Did you feel a lack of interest and care when you fell sick? He did not stop at home to help you go through it, making hot tea or dinner, but went out with friends to the usual Wednesday night pub friends meet up?
Did he ask what needs doing by him, so things would go smoothly during your sick period? If the answer is Not, that could have easily brought up to the colder feeling towards him and eventual bigger conflict.
Not caring enough, ‘turning a deaf ear’ is one common reason for conflicts in relationships. Do not under-mine the importance of a visit to his mom, calling at his gran for a cuppa. Things add up and soon it builds up a feeling of not caring at all.
Most women at around 28-30 have well organized mind. Order keeps us healthy. In every good household there is order of some kind, which makes us enjoy more free time and activities which please us. Make sure you learn from past relationships to sit down in the very beginning of the relationship, more so, if you should cohabit. Lay down the basis for the order in the house, in the day, the week, month and year. Plan. Agree.
Of course you can put in the order plan a point for possible changes. Tweak and carry on. Life together is not so easy. With a bit of order, it could be a very smooth and pleasant ‘walk’.
Very general like a single word, but protection could be many faceted. Physical protection is rarely needed but if it happened to you that he didn’t take action when some crazy woman was buulying you at the supermarket, pushing you aside, you most probably were angry more with him than with the lousy woman?
Finacial protection and insurance discussed together is very beneficial. Open up questions on protection of any kind every time you think about some missing. Do it in a calm way and watch the reaction, but mainly the action. Better act than re-act. When we act, we a re driven by positive stimulus, when re-acting – often negative feelings are triggered and we do not stop to plan our action.
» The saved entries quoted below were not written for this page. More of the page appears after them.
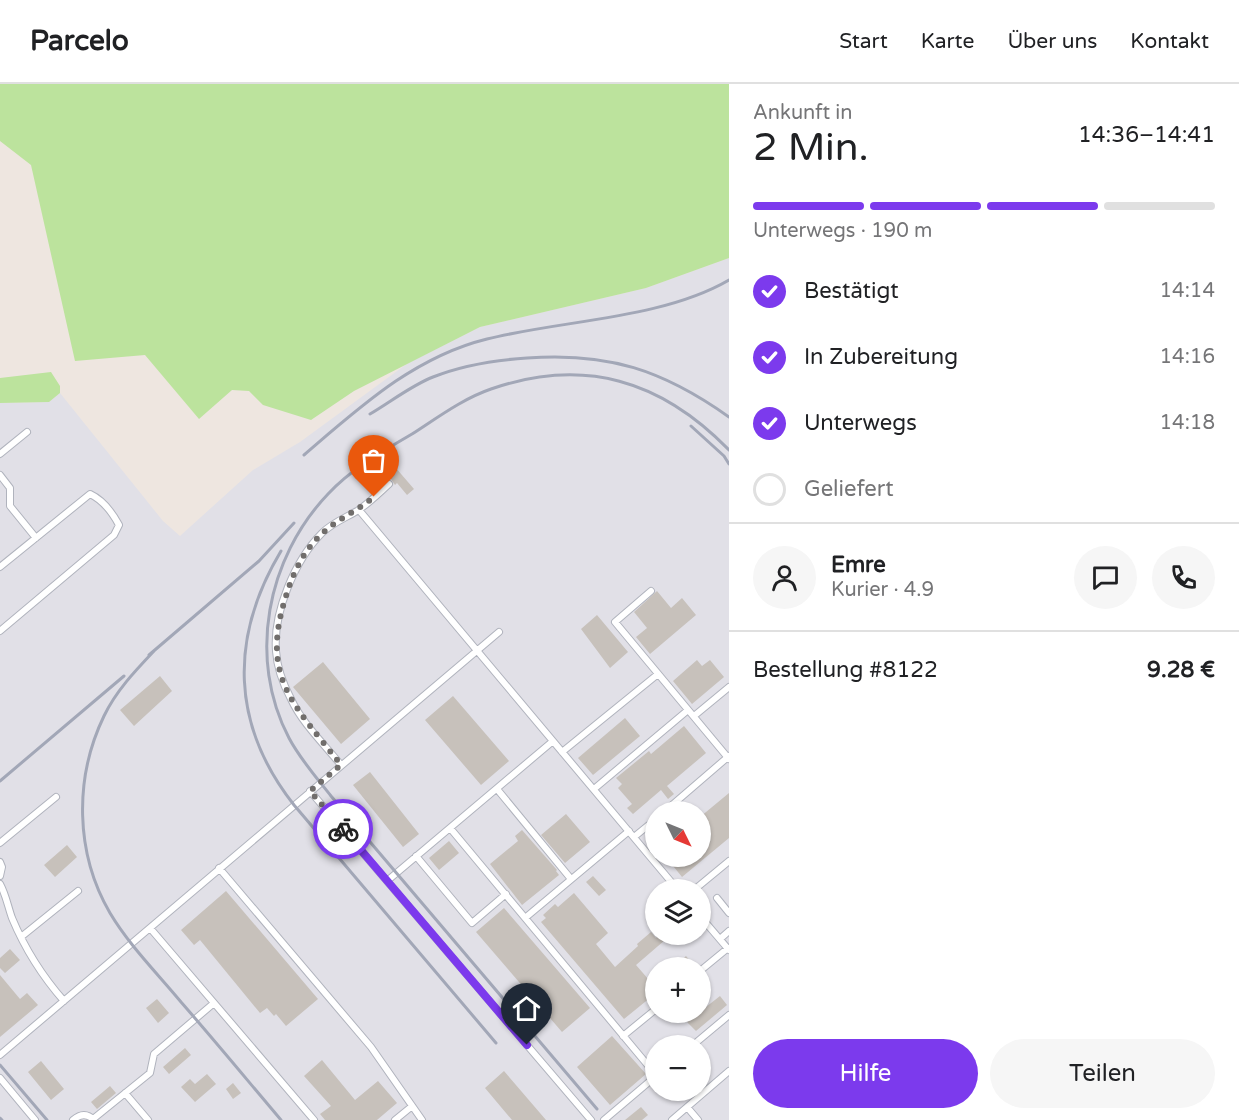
<!DOCTYPE html>
<html lang="de">
<meta charset="utf-8">
<style>
:root{--surface:#fff;--page:#f6f6f6;--text:#202124;--muted:#757577;--line:#e0e0e0;--accent:#7c3aed}
body{margin:0;font-family:"Varela Round",sans-serif;background:var(--page);color:var(--text);height:100vh;display:flex;flex-direction:column;font-size:22px;white-space:nowrap}
*{box-sizing:border-box;margin:0}
p{font-size:20px;color:var(--muted)}
.icon{flex:none;width:33px;height:33px;fill:none;stroke:currentColor;stroke-width:2;stroke-linecap:round;stroke-linejoin:round}
.map{position:relative;flex:1;overflow:hidden}
.side{display:flex;flex-direction:column;background:var(--surface);width:510px}
.side>*{flex:none}
.needle{width:39px;rotate:133deg}
.controls{position:absolute;left:645px;top:717px;display:grid;gap:12px}
.controls a{display:grid;place-items:center;width:66px;height:66px;border-radius:50%;background:var(--surface);box-shadow:0 2px 4px #0004;font-size:30px}
.pin{position:absolute;display:grid;place-items:center;width:51px;height:51px;color:#fff;margin:-62px -26px;border-radius:50% 50% 50% 0;rotate:-45deg;box-shadow:0 0 6px #0007}
.pin .icon{rotate:45deg}
.courier{position:absolute;display:grid;place-items:center;width:60px;height:60px;margin:-30px;border:4px solid #7c3aed;border-radius:50%;background:#fff;color:#222;box-shadow:0 2px 8px #0007}
.head em{font-style:normal;font-weight:600}
.head div{display:flex;flex-direction:column-reverse}
.head{display:flex;align-items:center;justify-content:space-between;height:102px;padding:0 24px}
h1{font-size:39px;font-weight:600;line-height:45px}
.bar{display:grid;grid-template-columns:repeat(4,1fr);gap:9px 6px;align-content:center;height:72px;padding:0 24px}
.bar i{height:8px;border-radius:4px;background:var(--line)}
.bar .on{background:var(--accent)}
.bar p{grid-column:span 4}
.line{display:flex;align-items:center;gap:15px;padding:0 24px;border-top:2px solid var(--line)}
.line div{flex:1}
.round{display:grid;place-items:center;flex:none;width:63px;height:63px;border-radius:32px;background:var(--page)}
ol{padding:0 24px;list-style:none}
li{display:flex;align-items:center;gap:18px;height:66px}
li p{margin-inline-start:auto}
li .icon{padding:6px;border-radius:50%;background:var(--accent);color:#fff;stroke-width:4}
li:last-child{color:var(--muted)}
li i{width:33px;height:33px;border:3px solid var(--line);border-radius:50%}
.cta{display:flex;gap:12px;margin-top:auto;padding:12px 24px}
.cta a{flex:1;height:69px;border-radius:36px;background:var(--accent);color:#fff;font-size:24px;font-weight:600;line-height:69px;text-align:center}
.cta a+a{background:var(--page);color:var(--text)}
header{display:flex;align-items:center;gap:36px;box-sizing:border-box;height:84px;padding:0 30px;background:var(--surface);border-bottom:2px solid var(--line)}
header strong{font-size:28px}
nav{display:flex;gap:33px;margin-inline-start:auto;font-size:21px}
main{display:flex;flex:1;min-height:0}
.map>svg:first-child{display:block}
.industrial{fill:#e1e0e7;fill-rule:evenodd}
.green{fill:#bce39d}
.building{fill:#c7c1bb}
.lines{fill:none;stroke-linecap:round;stroke-linejoin:round}
.service-casing{stroke:#b0b3bd;stroke-width:8}
.service{stroke:#fff;stroke-width:6}
.rail{stroke:#a2a7b7;stroke-width:3}
.done{stroke:#716e6c;stroke-width:6;stroke-dasharray:0 10.8}
.route{stroke:#7c3aed;stroke-width:8}
</style>
<header>
<strong>Parcelo</strong>
<nav><a>Start</a><a>Karte</a><a>Über uns</a><a>Kontakt</a></nav>
</header>
<main>
<div class="map">
<svg width="729" height="1036" viewBox="0 0 729 1036">
<rect width="100%" height="100%" fill="#eee6e0"/>
<path class="industrial" d="M729 174V1036H0V319L49 318 60 309 163 437 180 452 253 386 300 358 408 279 480 243 646 204ZM656 728H700V772H656ZM656 806H700V850H656ZM656 884H700V928H656ZM656 962H700V1006H656Z"/>
<path class="green" d="M0 0H729V174L646 204 480 243 354 307 311 336 263 321 249 307 232 306 199 335 145 271 75 277 31 81 0 57Z
M51 288 60 302V309L49 318 0 319V294Z"/>
<path class="building" d="M389 376 414 405 407 411 397 399 395 401 391 395 386 393 379 399 372 390Z
M657 507 671 524 682 514 696 531 650 570 636 553 647 544 634 528Z
M597 531 628 568 610 584 581 545Z
M697 576 702 582 710 576 724 593 692 620 673 597Z
M323 578 370 635 341 660 293 603Z
M160 592 172 607 134 642 120 626Z
M453 612 509 677 481 701 425 636Z
M625 634 640 652 593 691 578 674Z
M684 642 706 669 667 702 674 710 668 715 661 706 633 730 627 724 632 720 618 704 622 700 616 694 649 667 651 670Z
M370 688 419 750 403 763 353 701Z
M729 709V754L682 793 665 772H700V733Z
M566 730 590 758 565 779 541 751Z
M522 746 557 786 556 787 559 791 522 821 490 780 518 757 515 752Z
M449 757 459 769 439 786 429 774Z
M67 761 77 773 55 793 44 781Z
M593 792 606 806 599 812 586 798Z
M226 807 318 915 286 942 276 930 274 932 267 924 260 929 200 856 194 861 181 846Z
M574 809 608 849 596 860 615 883 638 862 637 860 651 848 656 854 660 850H672L636 881 656 904V909L624 935 541 838 546 834 543 831 555 820 558 823Z
M504 824 590 924 562 948 476 848Z
M10 865 20 876 5 889 0 884V874Z
M686 872 696 884H673Z
M0 891 20 915 27 909 38 921 0 953Z
M720 912 727 921 696 947 687 938Z
M157 915 169 929 158 939 146 924Z
M612 952 646 990 610 1021 577 983Z
M185 964 191 971 169 990 163 983Z
M322 976 355 1016 378 997 397 1019 377 1036H325L320 1030 331 1022 304 992Z
M41 977 64 1005 51 1016 28 988Z
M504 987 546 1036H512L485 1004Z
M207 990 216 1000 195 1018 181 1003 190 995 195 1000Z
M233 999 241 1009 233 1015 226 1005Z
M110 1002 116 1009 97 1025 91 1018Z
M641 1023 648 1031 642 1036H625Z"/>
<g class="lines">
<g class="service-casing">
<path id="service" d="M0 370 27 348
M0 391 10 404V422L36 454
M359 426 678 806
M0 483 90 410C103 416 112 428 119 441L114 451 0 547
M651 507 615 538 729 675
M694 632 729 603
M562 668 658 590
M341 681C324 660 302 639 291 615 283 600 277 583 276 567 273 528 295 476 322 449 332 439 345 434 357 427 368 420 379 409 389 400
M497 705 571 795
M594 705 688 626
M310 707 591 1036
M664 728 729 672
M450 744 656 991
M634 753 656 735
M0 759 56 713
M416 772 472 839 506 810
M0 778 2 783 0 792
M219 784 371 963 422 1036
M387 797 553 657
M0 800C6 811 8 823 12 834 25 865 42 892 64 917
M694 806 729 777
M717 814 729 829
M700 832 729 866
M525 834 629 747
M150 844 314 1036
M21 853 78 807
M720 855 729 847
M700 887 728 864
M623 952 656 925
M692 962 729 931
M0 971 499 548
M0 994 35 1036
M125 1009 148 1036
M687 1023 698 1036
M93 1035 150 989 154 970 214 919
M73 1036C80 1030 87 1029 94 1036
M395 1036 411 1023
M604 1036 656 992
M672 1036 729 987"/>
</g>
<use href="#service" class="service"/>
<path class="rail" d="M370 330C389 319 412 301 433 293 463 281 496 276 527 274 608 268 663 286 729 333
M691 342 724 372 729 380
M304 371C360 323 414 273 487 255 563 236 662 235 729 196
M281 467C229 554 231 641 294 721L496 959
M154 567C135 587 116 607 104 632 74 694 75 769 110 829 129 861 157 889 181 918 215 957 248 997 281 1036
M149 571 259 477 294 439
M0 697 124 592
M0 981 47 1036
M597 1025 331 712C316 693 300 675 289 654 247 574 267 474 328 410 351 385 383 367 412 350 437 334 462 315 491 305 584 273 661 296 729 366
M0 1034 2 1036"/>
</g>
<g class="lines">
<path class="done" d="M343 745 310 707 341 681C293 619 259 593 287 509 294 486 306 463 325 447 340 434 358 426 374 413"/>
<path class="route" d="M343 745 527 961"/>
</g>
</svg>
<div class="controls">
<a><svg class="needle" viewBox="-14 -14 28 28"><path d="M0-13l5 13h-10z" fill="#e53935"/><path d="M0 13l5-13h-10z" fill="#757577"/></svg></a>
<a><svg class="icon" aria-label="layers" viewBox="0 0 24 24"><path d="M12 4l9 5-9 5-9-5zM3 14l9 5 9-5"/></svg></a>
<a>+</a>
<a>−</a>
</div>
<div class="pin" style="left:374px;top:413px;background:#ea580c"><svg class="icon" aria-label="bag" viewBox="0 0 24 24"><path d="M5 8h14l-1 12H6zM9 8a3 3 0 0 1 6 0"/></svg></div>
<div class="pin" style="left:527px;top:961px;background:#1f2937"><svg class="icon" aria-label="home" viewBox="0 0 24 24"><path d="M3 11l9-7 9 7M6 9v11h12V9"/></svg></div>
<div class="courier" style="left:343px;top:745px"><svg class="icon" aria-label="bike" viewBox="0 0 24 24"><circle cx="6" cy="16" r="4"/><circle cx="18" cy="16" r="4"/><path d="M6 16l4-8h5l3 8M10 8l3 8H6M13 5h3"/></svg></div>
</div>
<section class="side">
<div class="head"><div><h1>2 Min.</h1><p>Ankunft in</p></div><em>14:36–14:41</em></div>
<div class="bar"><i class="on"></i><i class="on"></i><i class="on"></i><i></i><p>Unterwegs · 190 m</p></div>
<ol>
<li><svg class="icon" aria-label="check" viewBox="0 0 24 24"><path d="M5 12l5 5 9-10"/></svg>Bestätigt<p>14:14</p></li>
<li><svg class="icon" aria-label="check" viewBox="0 0 24 24"><path d="M5 12l5 5 9-10"/></svg>In Zubereitung<p>14:16</p></li>
<li><svg class="icon" aria-label="check" viewBox="0 0 24 24"><path d="M5 12l5 5 9-10"/></svg>Unterwegs<p>14:18</p></li>
<li><i></i>Geliefert</li>
</ol>
<div class="line" style="height:108px"><a class="round"><svg class="icon" aria-label="person" viewBox="0 0 24 24"><circle cx="12" cy="8" r="4"/><path d="M4 21q1-7 8-7t8 7"/></svg></a><div><b>Emre</b><p>Kurier · 4.9</p></div><a class="round"><svg class="icon" aria-label="chat" viewBox="0 0 24 24"><path d="M4 5h16v11H9l-5 4z"/></svg></a><a class="round"><svg class="icon" aria-label="phone" viewBox="0 0 24 24"><path d="M5 4h4l2 5-3 2q2 4 5 5l2-3 5 2v4C11 20 4 13 5 4z"/></svg></a></div>
<div class="line" style="height:78px"><div>Bestellung #8122</div><b>9.28 €</b></div>
<div class="cta"><a>Hilfe</a><a>Teilen</a></div>
</section>
</main>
The result is a sure conflict.
One of the main issues one should be mindful of is how openly you talk on hot or sensitive subjects. Before we seriously enter into a relationship, we should really test the future partner. Provoking discussing topics which you normally do not have time to address, would be a good idea. Purposefully you will make a note of what is the degree of openness of your partner. Would you feel OK in the long run, to share your life with someone who cannot or does not like touching certain subjects? Would you feel comfortable, in the absence of his interest, to resort to friends and family? I can assure you that in the long run you would feel lonely and ‘betrayed’ by the lack of interest. It might bring a big conflict.
h. Connection Effective Tactics
What is your way of technically re-connecting with someone after a biggish conflict? Organizing a dinner with candles and soft music? Wating to hear excuses? Expecting a written appology or explanation? Sometimes the tactics are of utmost importance. My suggestion is to discuss that at the very beginning, when you feel great and enthusiastic. Just mention how you would expect the ‘making peace’ to happen. You would be surprized how much our and men’s opinions and expectations differ somethimes.